וַיִּקְרָ֨א אֱלֹהִ֤ים ׀ לָאוֹר֙ יֹ֔ום וְלַחֹ֖שֶׁךְ קָ֣רָא לָ֑יְלָה וַֽיְהִי־עֶ֥רֶב וַֽיְהִי־בֹ֖קֶר יֹ֥ום אֶחָֽד׃ פ
 And Elohim called the light “day,” and the darkness he called “night.” And it was evening and it was morning day one.
 Bibliography: (1) Edwin M. Good. Genesis 1–11: Tales of the Earliest World (Stanford, CA: Stanford University Press, 2011); (2) Robert Alter, Genesis: Translation and Commentary (New York: W. W. Norton & Company, 1996); (3) Peter Enns & Jared Byas. Genesis for Normal People (The Bible for Normal People, 2019); (4) Paul Copan & Douglas Jacoby, Origins: The Ancient Impact and Modern Implications of Genesis 1–11 (New York: Morgan James Publishing, 2019); (5) James D. Tabor, The Book of Genesis (Genesis 2000 Press, 2020).

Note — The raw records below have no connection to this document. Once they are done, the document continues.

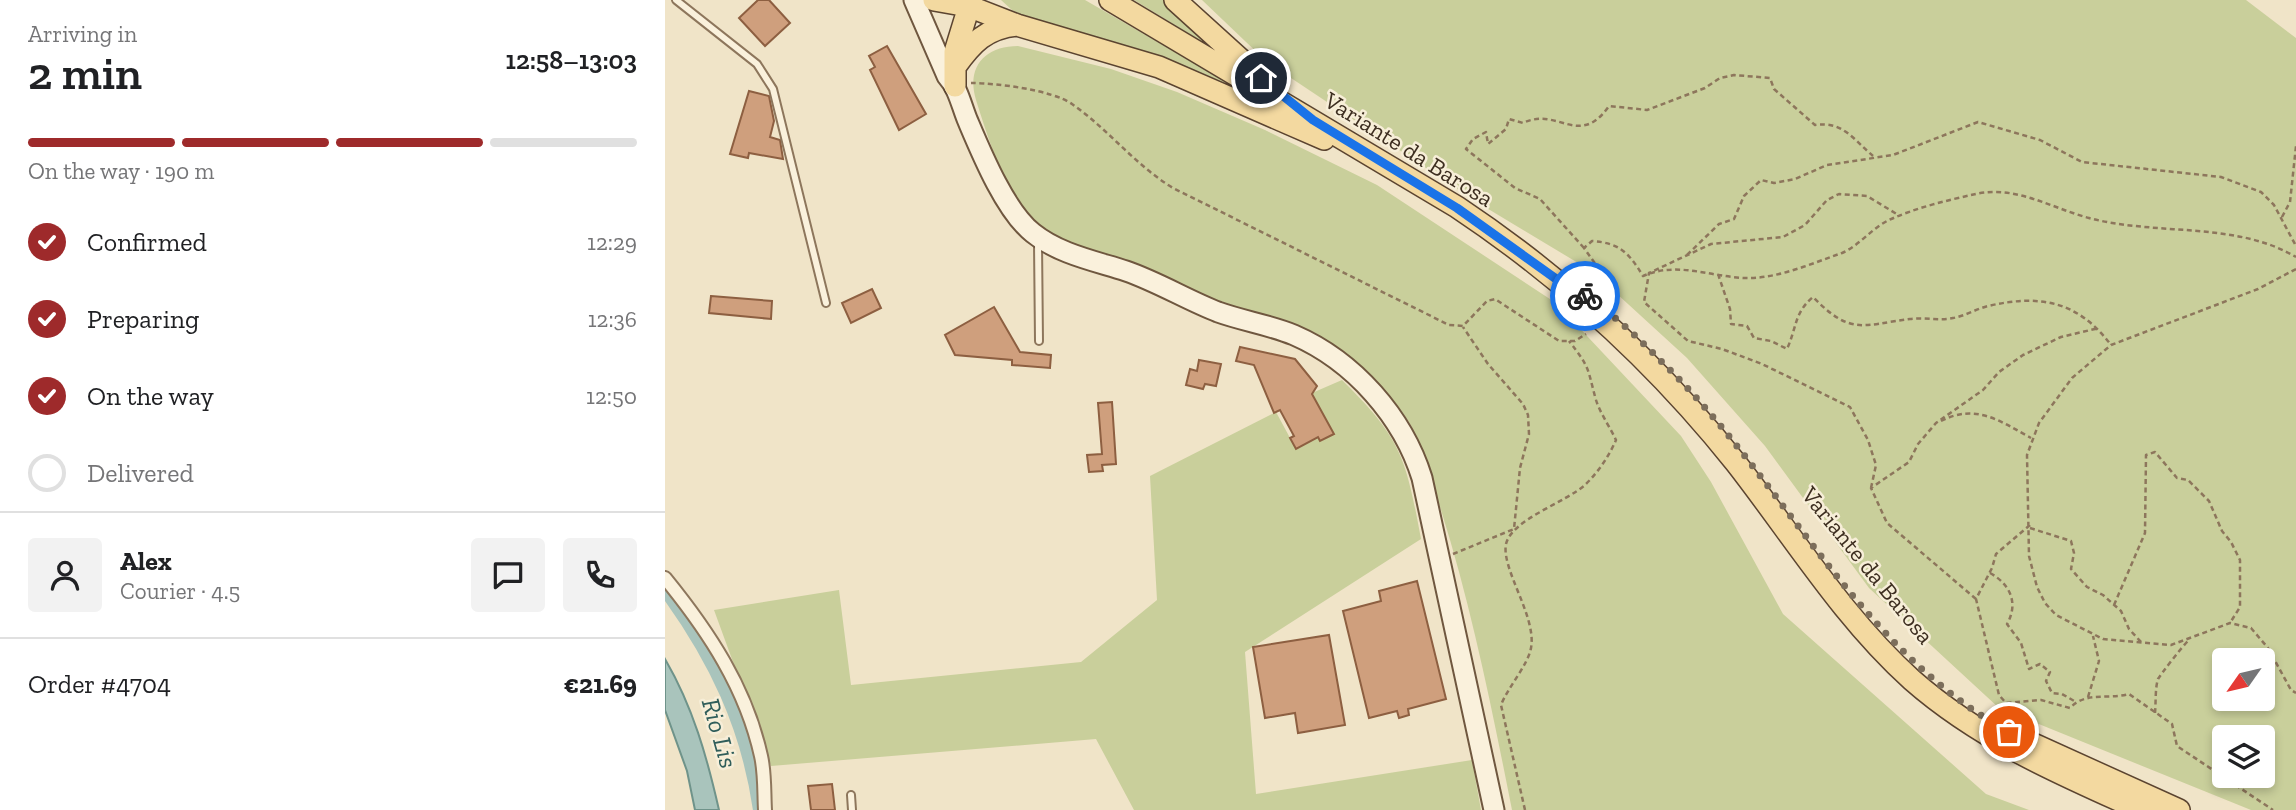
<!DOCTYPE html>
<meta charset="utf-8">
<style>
:root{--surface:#fff;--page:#f2f2f2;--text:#202124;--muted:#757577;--line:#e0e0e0;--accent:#9e2a2b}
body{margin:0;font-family:"Zilla Slab",serif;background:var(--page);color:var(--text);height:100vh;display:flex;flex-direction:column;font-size:26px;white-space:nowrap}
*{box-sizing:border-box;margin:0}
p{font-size:23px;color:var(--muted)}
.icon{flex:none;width:38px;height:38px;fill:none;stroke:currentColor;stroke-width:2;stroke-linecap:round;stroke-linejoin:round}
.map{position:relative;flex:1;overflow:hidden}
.sheet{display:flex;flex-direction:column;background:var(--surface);width:665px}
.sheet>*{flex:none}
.needle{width:46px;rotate:236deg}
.controls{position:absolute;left:1547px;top:648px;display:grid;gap:14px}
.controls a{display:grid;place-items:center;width:63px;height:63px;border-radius:7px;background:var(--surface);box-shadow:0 4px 10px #0003;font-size:35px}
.pin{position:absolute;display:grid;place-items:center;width:60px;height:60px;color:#fff;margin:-30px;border:4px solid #fff;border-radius:50%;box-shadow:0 2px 7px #0007}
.courier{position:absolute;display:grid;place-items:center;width:70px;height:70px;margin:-35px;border:5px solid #1a73e8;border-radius:50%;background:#fff;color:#222;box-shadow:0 2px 9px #0007}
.overview em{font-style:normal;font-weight:600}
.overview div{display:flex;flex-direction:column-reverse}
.overview{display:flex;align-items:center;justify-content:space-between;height:119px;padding:0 28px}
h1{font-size:46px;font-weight:600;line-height:52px}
.bar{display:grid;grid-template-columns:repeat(4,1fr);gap:10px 7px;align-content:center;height:84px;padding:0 28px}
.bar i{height:9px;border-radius:5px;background:var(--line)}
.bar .active{background:var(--accent)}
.bar p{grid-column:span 4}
.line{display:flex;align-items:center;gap:18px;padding:0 28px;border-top:2px solid var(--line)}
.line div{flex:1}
.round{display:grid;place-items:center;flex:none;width:74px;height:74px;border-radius:7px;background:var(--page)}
ol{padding:0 28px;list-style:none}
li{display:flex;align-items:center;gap:21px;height:77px}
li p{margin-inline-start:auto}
li .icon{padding:7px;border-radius:50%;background:var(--accent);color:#fff;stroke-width:4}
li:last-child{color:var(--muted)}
li i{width:38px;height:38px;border:4px solid var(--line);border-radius:50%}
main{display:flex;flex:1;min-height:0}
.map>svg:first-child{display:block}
.green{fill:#c9cf9b;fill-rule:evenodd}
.water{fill:#a9c4bc;stroke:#6f938a;stroke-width:2}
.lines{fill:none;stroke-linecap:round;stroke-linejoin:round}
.canal{stroke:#a9c4bc;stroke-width:14}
.building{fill:#cf9f7d;stroke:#8d5f41;stroke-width:2}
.lane-casing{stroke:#8d765c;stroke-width:10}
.street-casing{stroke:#8d765c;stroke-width:16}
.secondary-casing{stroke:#6f573f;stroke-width:23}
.primary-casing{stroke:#5b4430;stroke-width:24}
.path{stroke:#8d765c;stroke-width:2.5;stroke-dasharray:5 3.5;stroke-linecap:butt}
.lane{stroke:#faf1dc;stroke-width:6}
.street{stroke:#faf1dc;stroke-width:12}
.secondary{stroke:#faf1dc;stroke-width:19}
.primary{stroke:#f3d9a0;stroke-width:21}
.done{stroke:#7c6e5b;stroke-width:7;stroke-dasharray:0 12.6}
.route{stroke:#1a73e8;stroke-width:9}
.labels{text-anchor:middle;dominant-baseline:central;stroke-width:5;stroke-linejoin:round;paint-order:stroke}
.street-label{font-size:24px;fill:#3d2e20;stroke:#f7eed8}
.water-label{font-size:26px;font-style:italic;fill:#2f5d5a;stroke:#f7eed8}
</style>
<main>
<section class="sheet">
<div class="overview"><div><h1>2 min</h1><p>Arriving in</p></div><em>12:58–13:03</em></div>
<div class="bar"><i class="active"></i><i class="active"></i><i class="active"></i><i></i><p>On the way · 190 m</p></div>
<ol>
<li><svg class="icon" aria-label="check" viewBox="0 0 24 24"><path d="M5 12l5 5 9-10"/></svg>Confirmed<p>12:29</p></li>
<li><svg class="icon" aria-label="check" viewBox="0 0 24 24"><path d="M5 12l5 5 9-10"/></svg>Preparing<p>12:36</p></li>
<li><svg class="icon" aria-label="check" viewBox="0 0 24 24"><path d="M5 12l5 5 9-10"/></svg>On the way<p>12:50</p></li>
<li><i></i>Delivered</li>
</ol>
<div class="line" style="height:126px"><a class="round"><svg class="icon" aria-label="person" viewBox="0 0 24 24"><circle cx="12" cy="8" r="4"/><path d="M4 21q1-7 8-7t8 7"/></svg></a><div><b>Alex</b><p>Courier · 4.5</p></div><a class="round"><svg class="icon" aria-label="chat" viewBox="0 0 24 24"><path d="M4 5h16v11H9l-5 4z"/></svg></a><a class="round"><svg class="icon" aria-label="phone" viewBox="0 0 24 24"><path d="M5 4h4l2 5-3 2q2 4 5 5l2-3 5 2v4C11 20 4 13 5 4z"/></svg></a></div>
<div class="line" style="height:91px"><div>Order #4704</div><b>€21.69</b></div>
</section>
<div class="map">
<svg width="1631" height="810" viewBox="0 0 1631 810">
<rect width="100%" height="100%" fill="#f0e4c8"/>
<path class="green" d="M336 0H420L586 96 368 20 347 10Z
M469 0H502L554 52Z
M537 0H1581L1631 38V810H1586L1334 708 1204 588 1100 446 1022 358 928 272 815 204 602 62ZM1559 660H1598V698H1559ZM1559 737H1598V775H1559Z
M353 46 446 69 512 92 600 130 712 185 891 303 1016 436 1046 482 1118 614 1321 794 1364 810H847C827 709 807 609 776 510 766 478 759 445 740 416 720 386 679 347 646 331 621 319 592 315 565 306 527 292 491 273 453 258 430 250 397 248 378 232 342 201 325 144 311 100 301 67 320 46 353 46Z
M677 380C737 439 741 458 756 539L580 652 591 794 807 760 816 810H469L431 739 106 766 49 610 174 590 186 685 416 662 492 600 485 476 611 412 631 449 653 437 656 441 668 434 647 393Z"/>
<path class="water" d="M0 659C28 707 42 757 54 810H30L22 771 0 710Z"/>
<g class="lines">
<path class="canal" d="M0 589C50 657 83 726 95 810"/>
</g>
<path class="building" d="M93 0H104L125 23 100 46 74 18Z
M222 46 261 114 234 130 205 70 210 67 204 56Z
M84 91 104 96 109 121 105 137 115 140 118 159 84 153 83 158 65 154Z
M207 289 216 308 186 323 177 303Z
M46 296 107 301 106 319 44 313Z
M329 307 355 352 386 355 385 368 347 365V360L290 355 280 335Z
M575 347 630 359 652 386 647 394 669 434 655 441 653 437 631 449 625 438 629 436 615 410 609 413 589 365 571 361Z
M534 360 556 364 551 386 540 384 538 389 521 385 525 369 532 371Z
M447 402 451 464 437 465 438 471 424 472 422 455 437 454 433 403Z
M752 581 781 699 743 709 744 715 734 718 732 711 704 718 678 611 716 601 714 591Z
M664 635 680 725 633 733 630 713 600 718 588 647Z
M167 784 170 810H146L143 786Z"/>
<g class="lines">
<defs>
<path id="lane" d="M11 0 92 64 108 89 161 303
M373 243 374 341
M186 795 187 810"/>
<path id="street" d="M0 578C44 632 81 688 96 756 100 773 99 793 100 810"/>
<path id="secondary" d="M249 0 282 76C293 88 296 104 302 119 316 152 340 211 368 233 394 254 430 261 461 271 493 282 522 300 553 312 578 321 605 325 629 335 689 361 738 417 757 478L829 810"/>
<path id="primary" d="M269 0 303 6 352 25 494 67 659 139
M445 0 792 207C897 277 992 364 1071 463 1128 536 1178 618 1247 680 1314 739 1395 774 1476 810
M510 0 595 77
M290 67C307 43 321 28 352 25
M290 86V52L306 0
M1357 739 1514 810"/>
</defs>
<use href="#lane" class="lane-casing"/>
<use href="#street" class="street-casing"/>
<use href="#secondary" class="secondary-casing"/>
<use href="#primary" class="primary-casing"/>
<path class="path" d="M306 83C331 83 387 90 407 104 443 129 470 165 508 188L784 325 798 326 822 301 830 299 894 341H910L921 334
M1617 217 1625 202 1631 146
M919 248 875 199 850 188 801 149 808 139 821 132 823 144 841 129 844 119 858 123C893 106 914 149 944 106L982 110 1040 88 1055 78 1069 75 1105 78 1109 89 1150 125C1178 121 1188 139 1208 156
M1022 255 1054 224 1069 219 1079 196 1096 180 1109 183 1130 179 1162 165 1228 155 1313 122 1375 140 1417 162 1556 177 1596 192 1609 205 1631 246
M1631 269 1593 289 1446 345 1407 378 1374 423 1362 455 1364 556 1372 587 1380 603 1391 615 1438 639 1506 645 1565 623 1586 628 1603 648 1626 690 1631 693
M1053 274 1065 309 1066 324 1082 326 1089 338 1106 341 1122 349C1132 327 1129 313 1148 297 1186 336 1197 325 1245 319 1259 317 1274 321 1288 318 1300 316 1311 309 1323 306 1375 294 1413 301 1446 345
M946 299 949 290 919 248 927 241C955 243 964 253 978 276 1014 260 1050 279 1086 278 1117 277 1148 263 1177 253 1195 245 1207 228 1224 220 1250 208 1283 200 1311 194 1351 185 1386 208 1424 218 1491 236 1570 221 1631 257
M1276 421C1311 403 1335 421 1366 438
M1206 488 1211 465 1203 440 1185 407 1097 364 1057 349 1023 341 979 302 984 273 1046 244 1118 237 1140 225 1162 200 1174 194 1202 196 1235 216
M1365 525 1331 554 1327 568 1311 599 1334 695 1341 703 1376 700 1405 708C1421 691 1442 700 1464 694L1507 724 1512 746 1608 810
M1365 528 1406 541 1409 553 1406 569 1422 587 1438 595 1456 611 1464 629 1476 642
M788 554 849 529 855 468 864 434 863 415 858 404 823 364 798 327
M1325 573C1345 584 1354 603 1342 624L1356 643 1364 669 1375 664 1385 672 1381 681 1387 693 1397 694 1411 702
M1311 599 1222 523 1206 488 1244 462 1253 444 1271 423 1318 390 1334 372 1358 355 1396 337 1434 328
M1449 605 1480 533 1481 455 1490 452 1512 478 1523 480 1544 501 1557 531 1566 542 1575 560V607L1565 623
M1423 697 1434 661 1428 636
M1490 713C1491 703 1490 688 1493 679 1496 674 1519 644 1524 640
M860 810 836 705C843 687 863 665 866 648 872 617 836 569 841 544 847 519 902 502 921 484 934 471 944 456 951 440 945 427 935 413 931 400 922 368 926 369 904 341"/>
<use href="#lane" class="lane"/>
<use href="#street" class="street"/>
<use href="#secondary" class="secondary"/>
<use href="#primary" class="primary"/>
</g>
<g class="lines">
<path class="done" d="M920 296C948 313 974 339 997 362 1119 480 1191 648 1344 732"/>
<path class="route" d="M596 78 648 120 792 208 901 286 920 296"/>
</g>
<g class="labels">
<g class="street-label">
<text transform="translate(744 149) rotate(32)">Variante da Barosa</text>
<text transform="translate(1203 565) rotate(51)">Variante da Barosa</text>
</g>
<g class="water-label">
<text transform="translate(55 733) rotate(74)">Rio Lis</text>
</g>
</g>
</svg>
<div class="controls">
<a><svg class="needle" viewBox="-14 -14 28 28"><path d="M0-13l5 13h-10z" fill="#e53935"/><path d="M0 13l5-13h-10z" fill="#757577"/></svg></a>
<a><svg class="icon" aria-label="layers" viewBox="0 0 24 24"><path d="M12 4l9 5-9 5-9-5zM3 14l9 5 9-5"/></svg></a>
</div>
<div class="pin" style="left:1344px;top:732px;background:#ea580c"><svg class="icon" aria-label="bag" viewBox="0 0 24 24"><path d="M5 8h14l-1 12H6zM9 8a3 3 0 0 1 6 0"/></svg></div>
<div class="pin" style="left:596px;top:78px;background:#1f2937"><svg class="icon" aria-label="home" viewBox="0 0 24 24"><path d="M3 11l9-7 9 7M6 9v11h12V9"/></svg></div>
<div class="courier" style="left:920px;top:296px"><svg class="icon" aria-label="bike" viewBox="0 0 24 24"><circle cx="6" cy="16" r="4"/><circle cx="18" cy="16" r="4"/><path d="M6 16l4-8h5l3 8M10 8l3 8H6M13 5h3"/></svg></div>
</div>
</main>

 I choose not to translate אֱלֹהִים (Elohim) as “God” but to transliterate it as Elohim, for two reasons. First, I think we so easily read the word “God” and honestly give it little more thought. I hope by reading “Elohim” readers of my translation will pause and give some thought to what these verses say about who the authors of Genesis believe “Elohim” to be. Second, it is a reminder, I hope, that Genesis is an ancient, pre-scientific, text, written before humanity had much knowledge of the actual cosmos.
 “The traditional phrase, “In the beginning,” runs afoul of the way the first word, berēshît, arranges its vowels. To translate “in the beginning,” the word ought to be barēshît. As it stands, the word is closer to “in beginning of,” which needs an object. That object should be “Elohîm’s creating,” which necessitates modifying the finite verb form bara’, “created,” in a past tense, into an infinitive, berō’. These very minor changes are only to the vowel signs, introduced into the biblical text in the Middle Ages. I have no scruples against changing them, unlike the problem of changing the consonants.” (Good, 117)
 The word ha’arets can be translated as either “earth” or “land” depending on context. Since the planet earth existed when Elohim began creating but the land did not, in v. 1, I’ve translated it “land” and in v. 2 I’ve translated it “earth.”
 The phrase tohu vavohu is variously translated. E.g., Alter’s “welter and waste“ is an attempt to reproduce something of the Hebrew word play but is quite meaningless to most English readers. Friedman’s “shapeless and formless” is much more descriptive as is Good’s “shapeless and empty.” The bottom line is v. 2 tells us that “When Elohim began to create the skies and the land,” other physical matter was in existence. Elohim’s efforts were not creatio ex nihilo (creation out of nothing).
 The word ruach can be translated as “wind, breath, spirit.” Most Christian translations interpret rather than just translate by inserting “the Spirit of God was hovering…”. The reality is, there is no evidence of a trinitarian doctrine in the Hebrew Bible, thus in this context, the better translation is either “wind” or “breath” (as per Good and Alter) or at the very outside “spirit” (as per Friedman).
 Good (117) notes, “‘Day one’ is a somewhat odd expression, but to say “first day” would have required a different expression. The other days all have the ordinal form of the number. And notice that the day began with evening, as the Jewish understanding of the day still does.” Alter (11) notes that cardinal, not ordinal numbers are usually used in Hebrew and are accompanied by the definite article, which is lacking in all but “the sixth day.”